Author
Listed:
- Yue Zhang
(College of Mechanical and Electronic Engineering, Shandong Agricultural University, Tai’an 271018, China
Provincial Key Laboratory of Horticultural Machinery and Equipment, Shandong Agricultural University, Tai’an 271018, China)
- Yang Li
(College of Mechanical and Electronic Engineering, Shandong Agricultural University, Tai’an 271018, China
Provincial Key Laboratory of Horticultural Machinery and Equipment, Shandong Agricultural University, Tai’an 271018, China)
- Xiang Han
(College of Mechanical and Electronic Engineering, Shandong Agricultural University, Tai’an 271018, China
Provincial Key Laboratory of Horticultural Machinery and Equipment, Shandong Agricultural University, Tai’an 271018, China)
- Ang Gao
(College of Mechanical and Electronic Engineering, Shandong Agricultural University, Tai’an 271018, China
Provincial Key Laboratory of Horticultural Machinery and Equipment, Shandong Agricultural University, Tai’an 271018, China)
- Shuaijie Jing
(College of Mechanical and Electronic Engineering, Shandong Agricultural University, Tai’an 271018, China
Provincial Key Laboratory of Horticultural Machinery and Equipment, Shandong Agricultural University, Tai’an 271018, China)
- Yuepeng Song
(College of Mechanical and Electronic Engineering, Shandong Agricultural University, Tai’an 271018, China
Provincial Key Laboratory of Horticultural Machinery and Equipment, Shandong Agricultural University, Tai’an 271018, China)
Abstract
Achieving fast and accurate prediction of the fruit mechanical damage area is important to improve the accuracy and efficiency of apple quality grading. In this paper, the spectral data of all samples in the wavelength range from 376 to 1011 nm were collected, the sample set was divided by the physicochemical coeval distance method, and the spectral preprocessing methods were evaluated by establishing a full-wavelength artificial neural network model. The wavelength selection of spectral data was performed by competitive adaptive reweighted sampling, L1 parameter method, and the Pearson correlation coefficient method, and the partial least squares, artificial neural network, and support vector machine (Gaussian kernel) prediction models were established to predict the fruit bruise area size. The surface fitting was performed using the actual apple bruise area, and the regression surface equation of the damage time and damage height of the fruit was established. The results showed that (1) the preprocessing method of first-order difference + SG smoothing can make the prediction model more accurate; (2) the CARS-ANN prediction model has better prediction performance and higher operation efficiency, with the prediction set root mean square error of prediction and R-value of 0.1150 and 0.8675, respectively; (3) the sparrow search algorithm was used to optimize the model, which improved the accuracy of the prediction model.
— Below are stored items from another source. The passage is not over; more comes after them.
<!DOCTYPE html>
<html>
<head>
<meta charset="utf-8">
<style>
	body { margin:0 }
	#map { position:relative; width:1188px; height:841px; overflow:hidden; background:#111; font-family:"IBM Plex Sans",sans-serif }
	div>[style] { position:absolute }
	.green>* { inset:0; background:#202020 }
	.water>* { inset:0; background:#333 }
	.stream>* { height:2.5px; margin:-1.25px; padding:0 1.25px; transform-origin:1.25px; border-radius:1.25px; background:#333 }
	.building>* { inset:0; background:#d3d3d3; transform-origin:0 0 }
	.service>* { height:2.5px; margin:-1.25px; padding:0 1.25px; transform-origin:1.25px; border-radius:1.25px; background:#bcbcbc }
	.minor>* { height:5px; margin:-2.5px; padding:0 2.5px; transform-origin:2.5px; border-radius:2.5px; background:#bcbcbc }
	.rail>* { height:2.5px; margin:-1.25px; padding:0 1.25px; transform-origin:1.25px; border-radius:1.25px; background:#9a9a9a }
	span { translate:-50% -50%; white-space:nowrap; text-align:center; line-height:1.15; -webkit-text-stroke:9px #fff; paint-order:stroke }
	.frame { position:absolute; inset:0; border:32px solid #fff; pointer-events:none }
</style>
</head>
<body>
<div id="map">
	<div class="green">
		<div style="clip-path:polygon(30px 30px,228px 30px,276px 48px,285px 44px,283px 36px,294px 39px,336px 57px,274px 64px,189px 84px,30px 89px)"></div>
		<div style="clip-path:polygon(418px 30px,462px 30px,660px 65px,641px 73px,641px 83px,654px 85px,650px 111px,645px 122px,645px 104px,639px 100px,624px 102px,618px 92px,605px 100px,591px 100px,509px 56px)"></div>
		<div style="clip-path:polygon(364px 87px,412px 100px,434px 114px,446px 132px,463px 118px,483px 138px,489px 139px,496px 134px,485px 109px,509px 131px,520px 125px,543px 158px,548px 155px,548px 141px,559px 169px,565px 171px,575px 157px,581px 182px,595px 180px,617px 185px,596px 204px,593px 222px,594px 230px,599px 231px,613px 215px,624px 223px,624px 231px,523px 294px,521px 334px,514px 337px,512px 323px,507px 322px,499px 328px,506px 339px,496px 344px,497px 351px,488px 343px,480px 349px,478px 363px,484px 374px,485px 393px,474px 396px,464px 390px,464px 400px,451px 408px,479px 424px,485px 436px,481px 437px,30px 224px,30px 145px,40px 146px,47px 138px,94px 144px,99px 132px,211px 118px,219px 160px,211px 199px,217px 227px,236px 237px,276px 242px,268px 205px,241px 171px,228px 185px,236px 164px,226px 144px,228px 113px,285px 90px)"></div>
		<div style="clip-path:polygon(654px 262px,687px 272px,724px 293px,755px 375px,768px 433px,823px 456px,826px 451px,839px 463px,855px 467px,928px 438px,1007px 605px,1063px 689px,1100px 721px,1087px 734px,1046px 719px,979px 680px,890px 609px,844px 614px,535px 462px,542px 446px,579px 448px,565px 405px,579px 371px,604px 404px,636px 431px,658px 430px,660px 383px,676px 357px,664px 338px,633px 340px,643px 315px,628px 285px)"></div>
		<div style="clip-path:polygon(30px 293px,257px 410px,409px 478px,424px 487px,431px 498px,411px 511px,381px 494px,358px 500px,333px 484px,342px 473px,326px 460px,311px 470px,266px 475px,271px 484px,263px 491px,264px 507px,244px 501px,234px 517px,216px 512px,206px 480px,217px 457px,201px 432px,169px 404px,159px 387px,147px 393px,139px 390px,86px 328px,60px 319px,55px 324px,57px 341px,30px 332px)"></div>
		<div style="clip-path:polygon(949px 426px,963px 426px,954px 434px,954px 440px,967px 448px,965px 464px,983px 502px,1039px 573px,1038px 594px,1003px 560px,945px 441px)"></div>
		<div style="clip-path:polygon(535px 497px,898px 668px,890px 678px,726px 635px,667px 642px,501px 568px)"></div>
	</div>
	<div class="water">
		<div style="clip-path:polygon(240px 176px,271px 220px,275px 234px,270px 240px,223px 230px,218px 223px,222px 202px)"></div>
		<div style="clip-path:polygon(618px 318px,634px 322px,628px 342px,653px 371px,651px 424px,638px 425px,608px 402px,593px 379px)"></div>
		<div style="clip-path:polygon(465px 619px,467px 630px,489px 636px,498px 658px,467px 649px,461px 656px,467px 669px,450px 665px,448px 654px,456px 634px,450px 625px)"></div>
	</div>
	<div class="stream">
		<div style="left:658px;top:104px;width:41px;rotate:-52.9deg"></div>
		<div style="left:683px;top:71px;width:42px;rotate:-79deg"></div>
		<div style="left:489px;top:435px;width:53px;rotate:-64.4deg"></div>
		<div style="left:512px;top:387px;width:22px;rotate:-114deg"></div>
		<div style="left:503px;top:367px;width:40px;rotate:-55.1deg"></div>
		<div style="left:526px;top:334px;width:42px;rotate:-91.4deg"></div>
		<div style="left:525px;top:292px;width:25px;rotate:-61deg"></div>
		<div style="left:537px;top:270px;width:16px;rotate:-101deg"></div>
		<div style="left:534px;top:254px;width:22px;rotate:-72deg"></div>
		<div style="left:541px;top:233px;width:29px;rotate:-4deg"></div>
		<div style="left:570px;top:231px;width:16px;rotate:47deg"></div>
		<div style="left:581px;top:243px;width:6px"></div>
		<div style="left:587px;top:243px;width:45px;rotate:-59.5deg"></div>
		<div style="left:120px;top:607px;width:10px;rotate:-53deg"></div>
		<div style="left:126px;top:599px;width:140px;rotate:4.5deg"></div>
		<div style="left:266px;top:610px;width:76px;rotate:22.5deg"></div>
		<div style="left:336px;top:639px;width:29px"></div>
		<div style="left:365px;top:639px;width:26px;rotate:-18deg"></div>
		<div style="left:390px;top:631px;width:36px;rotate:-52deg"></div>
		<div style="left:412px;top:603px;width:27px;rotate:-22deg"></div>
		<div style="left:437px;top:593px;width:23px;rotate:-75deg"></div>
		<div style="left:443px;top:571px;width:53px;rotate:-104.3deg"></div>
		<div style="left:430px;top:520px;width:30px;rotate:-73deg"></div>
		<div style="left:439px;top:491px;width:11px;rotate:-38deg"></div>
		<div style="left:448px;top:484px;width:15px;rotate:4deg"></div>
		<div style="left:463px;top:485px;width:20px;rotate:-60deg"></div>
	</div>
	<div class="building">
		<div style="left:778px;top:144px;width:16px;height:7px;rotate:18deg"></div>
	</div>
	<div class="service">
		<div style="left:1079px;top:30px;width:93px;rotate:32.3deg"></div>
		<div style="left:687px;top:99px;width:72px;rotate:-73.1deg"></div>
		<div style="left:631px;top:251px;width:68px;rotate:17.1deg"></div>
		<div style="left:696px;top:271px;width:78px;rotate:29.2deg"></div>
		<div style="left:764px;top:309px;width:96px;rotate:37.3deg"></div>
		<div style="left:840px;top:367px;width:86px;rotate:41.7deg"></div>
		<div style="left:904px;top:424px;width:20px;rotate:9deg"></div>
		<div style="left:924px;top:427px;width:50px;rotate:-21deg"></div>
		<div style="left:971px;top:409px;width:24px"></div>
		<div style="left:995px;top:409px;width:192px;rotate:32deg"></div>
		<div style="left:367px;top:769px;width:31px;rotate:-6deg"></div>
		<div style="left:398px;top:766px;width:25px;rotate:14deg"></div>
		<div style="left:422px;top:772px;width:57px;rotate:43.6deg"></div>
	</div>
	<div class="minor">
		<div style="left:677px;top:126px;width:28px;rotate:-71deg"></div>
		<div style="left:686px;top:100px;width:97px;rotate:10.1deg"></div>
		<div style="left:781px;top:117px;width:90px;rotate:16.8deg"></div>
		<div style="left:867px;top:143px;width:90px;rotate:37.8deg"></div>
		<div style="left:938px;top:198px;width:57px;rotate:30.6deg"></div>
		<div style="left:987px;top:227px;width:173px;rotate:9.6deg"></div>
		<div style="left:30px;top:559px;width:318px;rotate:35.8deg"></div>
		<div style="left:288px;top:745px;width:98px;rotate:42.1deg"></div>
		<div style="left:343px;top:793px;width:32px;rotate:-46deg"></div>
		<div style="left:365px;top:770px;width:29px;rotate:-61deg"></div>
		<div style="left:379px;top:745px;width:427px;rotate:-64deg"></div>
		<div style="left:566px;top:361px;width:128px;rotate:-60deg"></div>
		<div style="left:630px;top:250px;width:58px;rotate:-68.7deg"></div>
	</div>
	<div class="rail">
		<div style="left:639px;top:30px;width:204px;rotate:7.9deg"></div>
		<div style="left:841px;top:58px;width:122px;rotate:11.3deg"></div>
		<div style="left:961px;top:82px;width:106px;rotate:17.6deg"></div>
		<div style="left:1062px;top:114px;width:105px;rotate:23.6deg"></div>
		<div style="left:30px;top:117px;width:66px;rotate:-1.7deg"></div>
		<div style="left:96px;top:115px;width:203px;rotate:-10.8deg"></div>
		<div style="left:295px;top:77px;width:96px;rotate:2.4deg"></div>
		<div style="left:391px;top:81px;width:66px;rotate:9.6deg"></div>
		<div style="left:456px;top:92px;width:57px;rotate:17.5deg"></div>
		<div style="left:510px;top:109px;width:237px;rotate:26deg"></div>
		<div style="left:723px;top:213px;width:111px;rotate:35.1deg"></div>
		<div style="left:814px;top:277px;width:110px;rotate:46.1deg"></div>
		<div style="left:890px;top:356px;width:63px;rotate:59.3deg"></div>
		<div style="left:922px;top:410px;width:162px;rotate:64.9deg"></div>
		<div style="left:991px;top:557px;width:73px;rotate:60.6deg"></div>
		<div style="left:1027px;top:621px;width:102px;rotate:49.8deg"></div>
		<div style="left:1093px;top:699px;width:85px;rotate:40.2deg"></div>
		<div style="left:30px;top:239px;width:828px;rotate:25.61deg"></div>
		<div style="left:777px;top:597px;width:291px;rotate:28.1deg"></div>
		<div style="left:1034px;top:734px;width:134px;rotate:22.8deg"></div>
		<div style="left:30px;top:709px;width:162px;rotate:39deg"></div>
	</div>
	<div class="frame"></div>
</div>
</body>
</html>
The root mean square error of prediction reached 0.0743 and The R-value reached 0.9739. (4) The relationship between spectral information, bruise area, damage time, and damage degree was obtained by combining the establishment of the fitted surface of the apple bruise area with the prediction model. This study is of application and extension value for the rapid nondestructive prediction of fruit bruise area.
Suggested Citation
Yue Zhang & Yang Li & Xiang Han & Ang Gao & Shuaijie Jing & Yuepeng Song, 2023.
"A Study on Hyperspectral Apple Bruise Area Prediction Based on Spectral Imaging,"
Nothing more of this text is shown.